-- Instructions to follow --
What lines of the material below hold the string "margin"? Copy them out.

┌────────

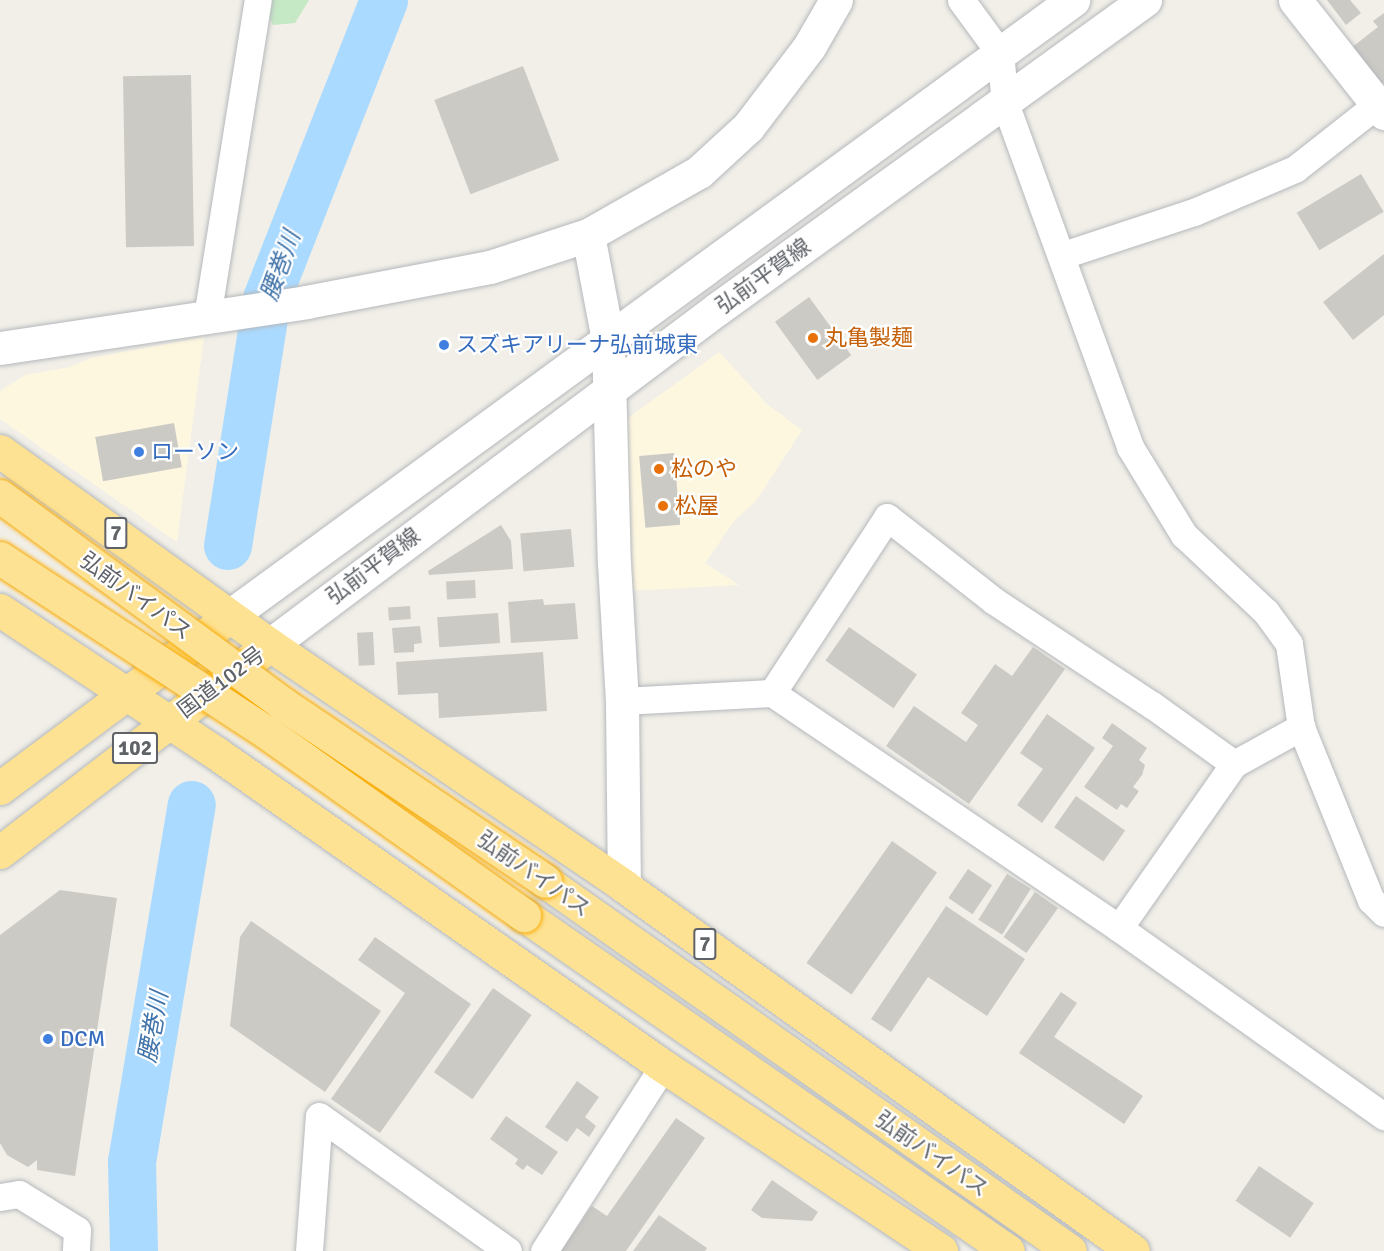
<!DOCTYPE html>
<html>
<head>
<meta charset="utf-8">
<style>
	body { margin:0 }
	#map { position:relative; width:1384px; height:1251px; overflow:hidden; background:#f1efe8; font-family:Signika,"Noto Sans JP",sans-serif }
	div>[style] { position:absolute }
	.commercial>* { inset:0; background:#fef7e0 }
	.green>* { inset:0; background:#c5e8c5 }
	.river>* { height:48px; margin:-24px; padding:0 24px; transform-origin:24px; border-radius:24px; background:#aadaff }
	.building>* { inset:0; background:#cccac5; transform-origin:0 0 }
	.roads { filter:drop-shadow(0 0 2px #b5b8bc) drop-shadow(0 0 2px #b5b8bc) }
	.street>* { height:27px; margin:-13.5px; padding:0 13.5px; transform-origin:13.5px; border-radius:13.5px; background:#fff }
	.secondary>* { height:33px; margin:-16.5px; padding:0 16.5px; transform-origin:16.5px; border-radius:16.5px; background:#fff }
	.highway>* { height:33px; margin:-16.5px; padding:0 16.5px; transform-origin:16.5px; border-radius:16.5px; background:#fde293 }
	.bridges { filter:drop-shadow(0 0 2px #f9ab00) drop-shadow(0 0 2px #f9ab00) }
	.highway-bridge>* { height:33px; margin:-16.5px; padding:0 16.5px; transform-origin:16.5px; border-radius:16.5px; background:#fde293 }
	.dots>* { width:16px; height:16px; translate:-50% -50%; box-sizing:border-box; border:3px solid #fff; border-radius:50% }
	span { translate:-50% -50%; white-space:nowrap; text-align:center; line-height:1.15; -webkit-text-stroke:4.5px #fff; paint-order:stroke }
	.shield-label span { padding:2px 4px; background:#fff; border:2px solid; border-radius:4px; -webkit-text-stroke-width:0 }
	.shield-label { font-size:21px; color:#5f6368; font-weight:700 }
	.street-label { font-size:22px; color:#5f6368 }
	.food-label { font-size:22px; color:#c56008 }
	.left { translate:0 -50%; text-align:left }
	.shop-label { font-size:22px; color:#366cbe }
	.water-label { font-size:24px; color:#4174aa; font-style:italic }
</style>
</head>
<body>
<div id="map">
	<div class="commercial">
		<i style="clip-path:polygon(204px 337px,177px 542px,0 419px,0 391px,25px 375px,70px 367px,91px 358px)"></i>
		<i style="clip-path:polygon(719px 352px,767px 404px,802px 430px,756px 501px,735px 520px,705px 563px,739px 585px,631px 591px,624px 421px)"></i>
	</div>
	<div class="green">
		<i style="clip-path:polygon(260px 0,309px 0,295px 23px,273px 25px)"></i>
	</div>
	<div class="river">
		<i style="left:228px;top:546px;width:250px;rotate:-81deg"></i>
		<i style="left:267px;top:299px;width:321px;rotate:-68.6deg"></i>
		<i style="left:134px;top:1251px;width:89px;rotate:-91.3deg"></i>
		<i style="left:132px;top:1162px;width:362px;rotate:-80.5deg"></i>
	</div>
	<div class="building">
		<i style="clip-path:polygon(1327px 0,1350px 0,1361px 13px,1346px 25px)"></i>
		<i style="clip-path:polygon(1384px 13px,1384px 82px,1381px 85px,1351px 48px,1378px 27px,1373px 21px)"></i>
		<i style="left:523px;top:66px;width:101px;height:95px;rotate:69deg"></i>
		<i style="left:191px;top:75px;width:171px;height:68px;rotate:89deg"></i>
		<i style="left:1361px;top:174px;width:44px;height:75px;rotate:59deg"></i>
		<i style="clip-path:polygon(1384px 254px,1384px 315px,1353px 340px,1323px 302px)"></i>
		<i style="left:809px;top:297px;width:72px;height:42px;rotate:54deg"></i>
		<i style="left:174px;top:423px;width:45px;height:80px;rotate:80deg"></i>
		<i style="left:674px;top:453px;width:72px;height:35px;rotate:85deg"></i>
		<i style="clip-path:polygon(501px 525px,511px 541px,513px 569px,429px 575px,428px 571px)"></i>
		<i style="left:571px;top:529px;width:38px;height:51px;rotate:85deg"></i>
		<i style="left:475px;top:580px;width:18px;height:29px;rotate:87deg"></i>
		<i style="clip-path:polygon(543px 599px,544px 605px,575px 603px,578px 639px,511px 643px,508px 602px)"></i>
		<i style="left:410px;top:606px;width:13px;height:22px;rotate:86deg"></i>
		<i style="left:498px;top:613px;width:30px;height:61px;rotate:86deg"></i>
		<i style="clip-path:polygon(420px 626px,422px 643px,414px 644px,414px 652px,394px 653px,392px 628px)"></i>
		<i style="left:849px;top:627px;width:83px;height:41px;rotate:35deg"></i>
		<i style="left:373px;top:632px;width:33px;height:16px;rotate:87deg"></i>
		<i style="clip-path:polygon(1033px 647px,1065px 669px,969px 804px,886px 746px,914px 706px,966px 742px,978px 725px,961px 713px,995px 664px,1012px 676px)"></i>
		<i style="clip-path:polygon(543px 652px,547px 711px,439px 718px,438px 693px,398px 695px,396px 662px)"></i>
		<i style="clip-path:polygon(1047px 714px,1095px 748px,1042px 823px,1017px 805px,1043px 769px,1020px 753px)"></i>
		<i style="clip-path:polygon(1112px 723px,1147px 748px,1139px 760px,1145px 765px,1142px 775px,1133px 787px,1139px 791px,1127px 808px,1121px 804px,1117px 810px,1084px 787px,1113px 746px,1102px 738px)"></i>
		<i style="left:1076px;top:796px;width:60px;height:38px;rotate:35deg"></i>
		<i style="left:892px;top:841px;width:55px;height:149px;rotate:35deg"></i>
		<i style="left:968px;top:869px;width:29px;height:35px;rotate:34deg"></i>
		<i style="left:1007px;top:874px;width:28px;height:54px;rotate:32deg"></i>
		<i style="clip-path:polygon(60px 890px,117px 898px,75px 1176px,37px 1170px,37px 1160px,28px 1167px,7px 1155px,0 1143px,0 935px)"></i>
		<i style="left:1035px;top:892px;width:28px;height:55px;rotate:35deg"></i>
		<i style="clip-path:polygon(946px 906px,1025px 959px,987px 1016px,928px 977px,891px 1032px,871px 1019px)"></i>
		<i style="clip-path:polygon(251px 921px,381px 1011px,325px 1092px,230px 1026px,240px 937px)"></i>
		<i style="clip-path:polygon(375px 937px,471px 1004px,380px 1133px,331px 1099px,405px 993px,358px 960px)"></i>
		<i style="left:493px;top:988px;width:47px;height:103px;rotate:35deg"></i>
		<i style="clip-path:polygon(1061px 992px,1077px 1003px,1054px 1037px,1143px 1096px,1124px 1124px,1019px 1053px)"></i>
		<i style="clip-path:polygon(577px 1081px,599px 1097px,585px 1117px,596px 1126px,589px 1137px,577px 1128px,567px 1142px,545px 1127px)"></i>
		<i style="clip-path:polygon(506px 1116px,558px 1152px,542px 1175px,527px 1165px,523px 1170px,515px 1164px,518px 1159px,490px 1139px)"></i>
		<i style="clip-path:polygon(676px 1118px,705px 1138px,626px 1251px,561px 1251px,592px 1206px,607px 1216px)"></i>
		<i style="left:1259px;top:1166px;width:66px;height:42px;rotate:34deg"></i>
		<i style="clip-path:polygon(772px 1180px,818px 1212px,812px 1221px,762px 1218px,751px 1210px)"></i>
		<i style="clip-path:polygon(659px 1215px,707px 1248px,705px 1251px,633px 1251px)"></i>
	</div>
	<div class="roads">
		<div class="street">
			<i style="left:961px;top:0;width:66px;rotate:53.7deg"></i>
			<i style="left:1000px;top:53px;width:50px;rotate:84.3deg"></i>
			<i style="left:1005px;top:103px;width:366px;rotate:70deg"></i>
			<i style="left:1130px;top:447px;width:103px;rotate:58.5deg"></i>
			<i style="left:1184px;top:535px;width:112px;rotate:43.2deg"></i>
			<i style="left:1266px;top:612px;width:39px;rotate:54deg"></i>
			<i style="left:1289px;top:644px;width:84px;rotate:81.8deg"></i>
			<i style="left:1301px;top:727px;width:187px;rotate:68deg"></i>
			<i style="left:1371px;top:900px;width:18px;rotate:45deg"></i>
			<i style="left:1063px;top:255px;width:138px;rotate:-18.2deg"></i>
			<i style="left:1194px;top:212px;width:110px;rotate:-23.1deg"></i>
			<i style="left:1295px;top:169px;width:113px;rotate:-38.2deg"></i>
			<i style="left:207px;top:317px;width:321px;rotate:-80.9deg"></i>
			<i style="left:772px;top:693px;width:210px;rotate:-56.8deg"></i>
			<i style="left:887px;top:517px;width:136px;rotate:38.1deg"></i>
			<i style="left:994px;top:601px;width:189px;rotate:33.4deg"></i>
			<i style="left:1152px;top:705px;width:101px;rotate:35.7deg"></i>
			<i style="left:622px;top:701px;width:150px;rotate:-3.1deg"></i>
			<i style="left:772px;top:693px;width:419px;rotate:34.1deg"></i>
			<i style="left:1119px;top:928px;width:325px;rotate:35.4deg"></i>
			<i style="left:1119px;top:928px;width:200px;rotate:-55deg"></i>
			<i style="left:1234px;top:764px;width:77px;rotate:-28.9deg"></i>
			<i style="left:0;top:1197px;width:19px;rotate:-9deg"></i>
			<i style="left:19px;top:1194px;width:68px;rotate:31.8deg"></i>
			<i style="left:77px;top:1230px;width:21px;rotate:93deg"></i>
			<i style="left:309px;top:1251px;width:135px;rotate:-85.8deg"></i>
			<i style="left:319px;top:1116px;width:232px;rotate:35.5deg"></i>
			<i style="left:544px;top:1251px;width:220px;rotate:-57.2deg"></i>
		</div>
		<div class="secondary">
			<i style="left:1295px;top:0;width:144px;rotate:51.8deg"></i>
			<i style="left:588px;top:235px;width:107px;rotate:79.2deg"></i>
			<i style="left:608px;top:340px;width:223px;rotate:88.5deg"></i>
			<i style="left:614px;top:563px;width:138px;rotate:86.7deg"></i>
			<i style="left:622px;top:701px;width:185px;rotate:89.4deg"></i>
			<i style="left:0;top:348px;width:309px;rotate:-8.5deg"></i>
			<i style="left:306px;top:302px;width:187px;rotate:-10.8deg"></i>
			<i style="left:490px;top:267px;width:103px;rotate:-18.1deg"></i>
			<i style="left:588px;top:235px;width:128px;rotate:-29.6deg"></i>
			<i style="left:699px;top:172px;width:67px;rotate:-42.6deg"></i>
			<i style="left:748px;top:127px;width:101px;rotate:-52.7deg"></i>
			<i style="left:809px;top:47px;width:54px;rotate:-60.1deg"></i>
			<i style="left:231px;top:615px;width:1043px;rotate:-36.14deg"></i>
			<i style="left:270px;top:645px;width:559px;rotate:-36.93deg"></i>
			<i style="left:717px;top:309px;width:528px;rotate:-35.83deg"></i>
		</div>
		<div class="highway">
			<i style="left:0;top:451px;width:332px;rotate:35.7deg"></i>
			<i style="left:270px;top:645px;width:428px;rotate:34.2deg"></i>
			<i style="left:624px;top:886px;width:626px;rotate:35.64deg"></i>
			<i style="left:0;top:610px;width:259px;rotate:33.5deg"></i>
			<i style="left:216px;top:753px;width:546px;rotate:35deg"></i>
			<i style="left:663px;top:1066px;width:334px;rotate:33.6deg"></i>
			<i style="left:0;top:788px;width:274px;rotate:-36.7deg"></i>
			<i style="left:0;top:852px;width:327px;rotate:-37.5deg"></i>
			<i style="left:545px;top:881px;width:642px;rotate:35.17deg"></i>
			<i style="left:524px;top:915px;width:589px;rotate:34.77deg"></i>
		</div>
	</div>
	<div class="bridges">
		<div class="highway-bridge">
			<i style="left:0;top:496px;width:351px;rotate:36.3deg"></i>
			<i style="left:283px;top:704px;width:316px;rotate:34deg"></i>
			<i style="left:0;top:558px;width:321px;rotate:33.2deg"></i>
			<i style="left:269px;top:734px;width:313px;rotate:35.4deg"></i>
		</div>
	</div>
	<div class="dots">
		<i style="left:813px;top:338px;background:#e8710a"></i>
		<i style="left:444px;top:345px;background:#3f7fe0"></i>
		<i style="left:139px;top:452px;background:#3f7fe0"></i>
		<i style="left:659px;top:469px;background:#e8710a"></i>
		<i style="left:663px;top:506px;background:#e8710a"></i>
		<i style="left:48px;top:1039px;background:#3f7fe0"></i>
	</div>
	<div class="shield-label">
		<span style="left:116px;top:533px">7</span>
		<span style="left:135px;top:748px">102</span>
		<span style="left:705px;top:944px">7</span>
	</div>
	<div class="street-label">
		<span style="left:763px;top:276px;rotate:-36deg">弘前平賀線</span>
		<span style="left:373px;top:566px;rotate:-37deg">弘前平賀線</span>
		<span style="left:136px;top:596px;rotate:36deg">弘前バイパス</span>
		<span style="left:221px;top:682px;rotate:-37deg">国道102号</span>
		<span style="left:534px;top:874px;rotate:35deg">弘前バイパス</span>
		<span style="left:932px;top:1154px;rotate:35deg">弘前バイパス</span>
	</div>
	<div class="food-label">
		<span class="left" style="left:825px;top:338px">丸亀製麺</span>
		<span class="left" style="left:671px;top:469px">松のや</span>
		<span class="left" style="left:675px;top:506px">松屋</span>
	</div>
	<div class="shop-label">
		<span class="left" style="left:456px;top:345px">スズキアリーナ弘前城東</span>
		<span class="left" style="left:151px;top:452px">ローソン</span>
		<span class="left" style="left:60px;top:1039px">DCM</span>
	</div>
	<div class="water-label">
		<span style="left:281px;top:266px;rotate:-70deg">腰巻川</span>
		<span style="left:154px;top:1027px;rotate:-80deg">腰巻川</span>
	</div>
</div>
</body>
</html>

└────────

-- Answer to this problem --
	body { margin:0 }
	.river>* { height:48px; margin:-24px; padding:0 24px; transform-origin:24px; border-radius:24px; background:#aadaff }
	.street>* { height:27px; margin:-13.5px; padding:0 13.5px; transform-origin:13.5px; border-radius:13.5px; background:#fff }
	.secondary>* { height:33px; margin:-16.5px; padding:0 16.5px; transform-origin:16.5px; border-radius:16.5px; background:#fff }
	.highway>* { height:33px; margin:-16.5px; padding:0 16.5px; transform-origin:16.5px; border-radius:16.5px; background:#fde293 }
	.highway-bridge>* { height:33px; margin:-16.5px; padding:0 16.5px; transform-origin:16.5px; border-radius:16.5px; background:#fde293 }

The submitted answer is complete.